[Start of section]

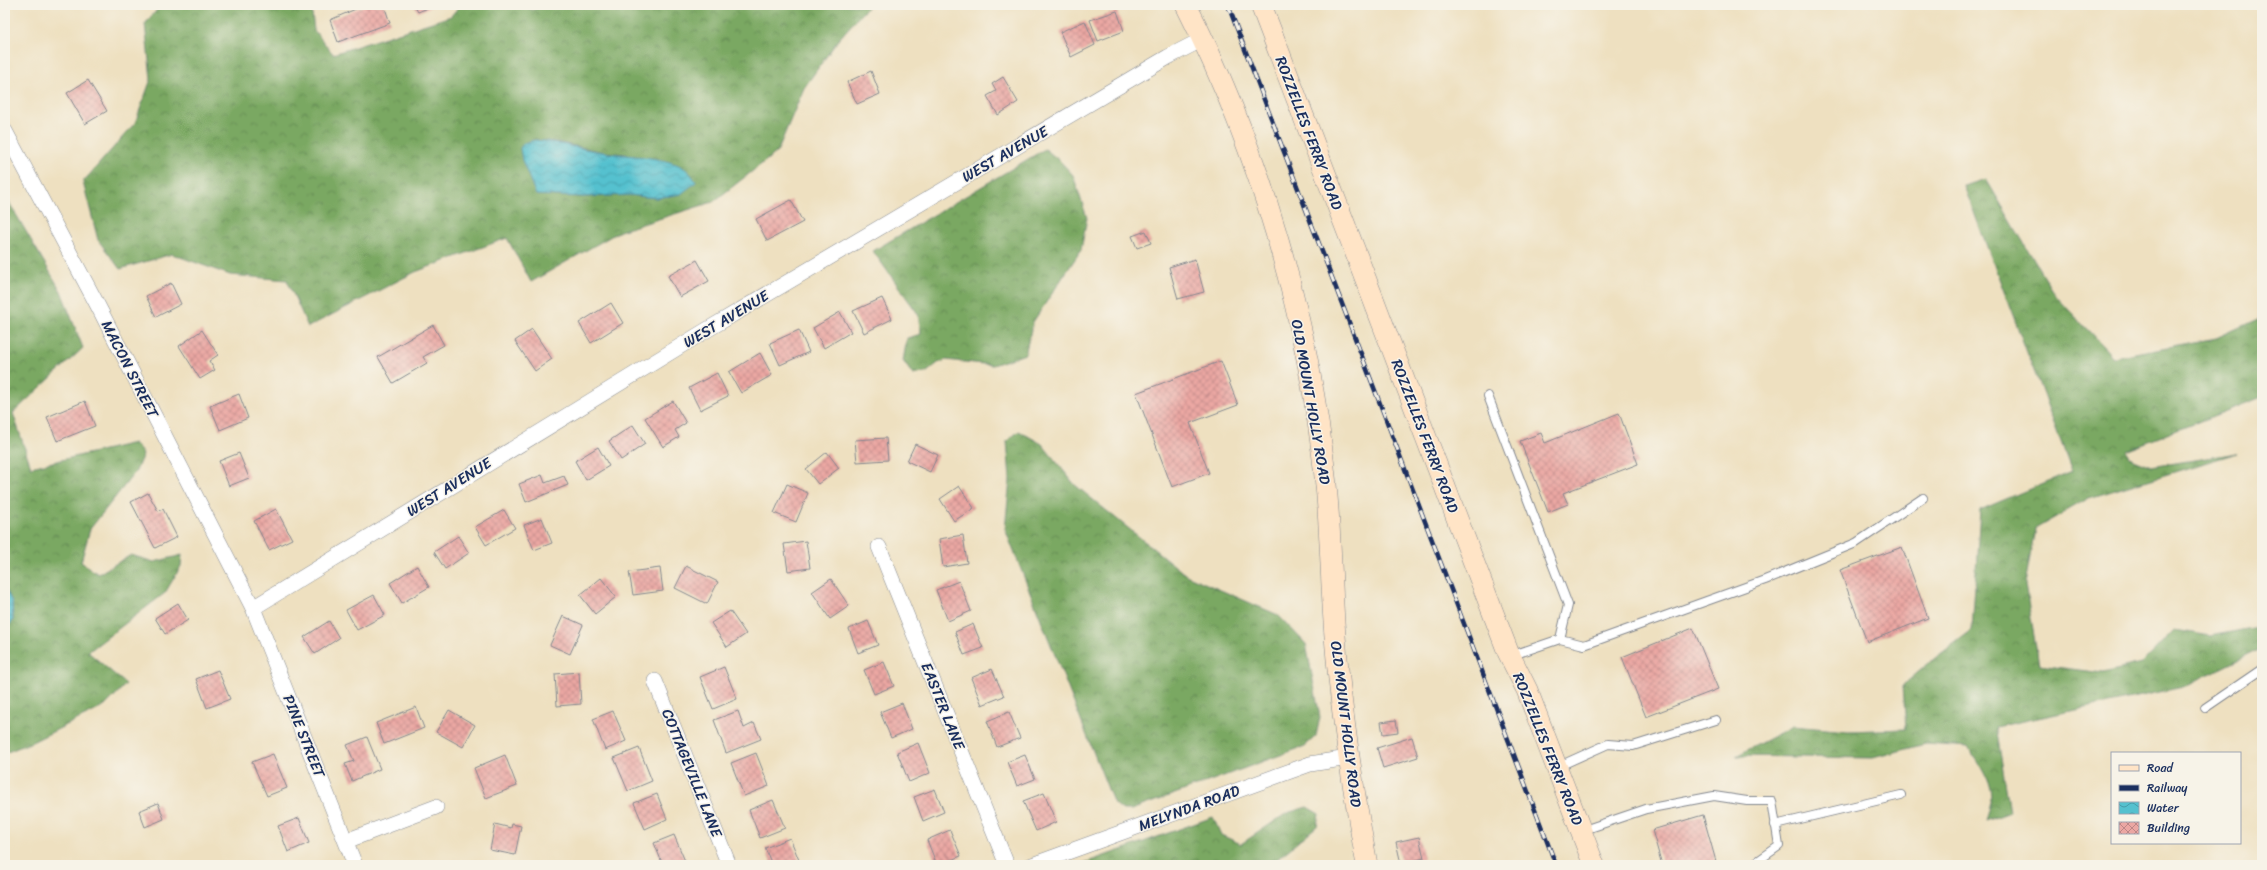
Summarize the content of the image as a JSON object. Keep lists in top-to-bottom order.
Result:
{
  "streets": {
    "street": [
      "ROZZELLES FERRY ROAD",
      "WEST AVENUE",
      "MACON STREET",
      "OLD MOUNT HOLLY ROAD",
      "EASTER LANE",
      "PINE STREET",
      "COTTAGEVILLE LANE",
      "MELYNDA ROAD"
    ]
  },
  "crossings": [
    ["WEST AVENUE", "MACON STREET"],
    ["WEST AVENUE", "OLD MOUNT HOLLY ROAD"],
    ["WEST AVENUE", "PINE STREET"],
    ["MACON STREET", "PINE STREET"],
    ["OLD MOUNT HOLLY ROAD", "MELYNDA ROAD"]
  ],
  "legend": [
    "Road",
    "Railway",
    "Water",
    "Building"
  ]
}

[End of section]
[Start of section]

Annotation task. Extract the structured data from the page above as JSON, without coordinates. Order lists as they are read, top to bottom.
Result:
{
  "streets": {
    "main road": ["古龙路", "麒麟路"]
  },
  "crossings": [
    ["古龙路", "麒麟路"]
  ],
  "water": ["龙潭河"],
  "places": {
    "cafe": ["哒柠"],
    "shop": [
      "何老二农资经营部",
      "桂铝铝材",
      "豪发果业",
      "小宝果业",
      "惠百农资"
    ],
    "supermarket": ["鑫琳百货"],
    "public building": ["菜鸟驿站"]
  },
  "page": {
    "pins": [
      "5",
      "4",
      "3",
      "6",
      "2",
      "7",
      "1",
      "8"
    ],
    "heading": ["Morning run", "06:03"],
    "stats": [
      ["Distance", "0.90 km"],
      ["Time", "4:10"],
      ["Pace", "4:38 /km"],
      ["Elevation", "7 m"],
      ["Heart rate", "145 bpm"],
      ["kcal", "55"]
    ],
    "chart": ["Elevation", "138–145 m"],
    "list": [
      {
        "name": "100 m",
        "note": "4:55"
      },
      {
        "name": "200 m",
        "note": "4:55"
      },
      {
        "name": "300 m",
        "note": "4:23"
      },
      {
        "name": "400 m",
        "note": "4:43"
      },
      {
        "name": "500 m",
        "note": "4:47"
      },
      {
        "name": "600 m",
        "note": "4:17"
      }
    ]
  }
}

[End of section]
[Start of section]

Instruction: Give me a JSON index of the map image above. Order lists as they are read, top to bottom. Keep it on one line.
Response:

[End of section]

▶ **Work request**
For each line in the records that holds "lists", show that line as it stands.

▶ **Result**
Summarize the content of the image as a JSON object. Keep lists in top-to-bottom order.
Annotation task. Extract the structured data from the page above as JSON, without coordinates. Order lists as they are read, top to bottom.
Instruction: Give me a JSON index of the map image above. Order lists as they are read, top to bottom. Keep it on one line.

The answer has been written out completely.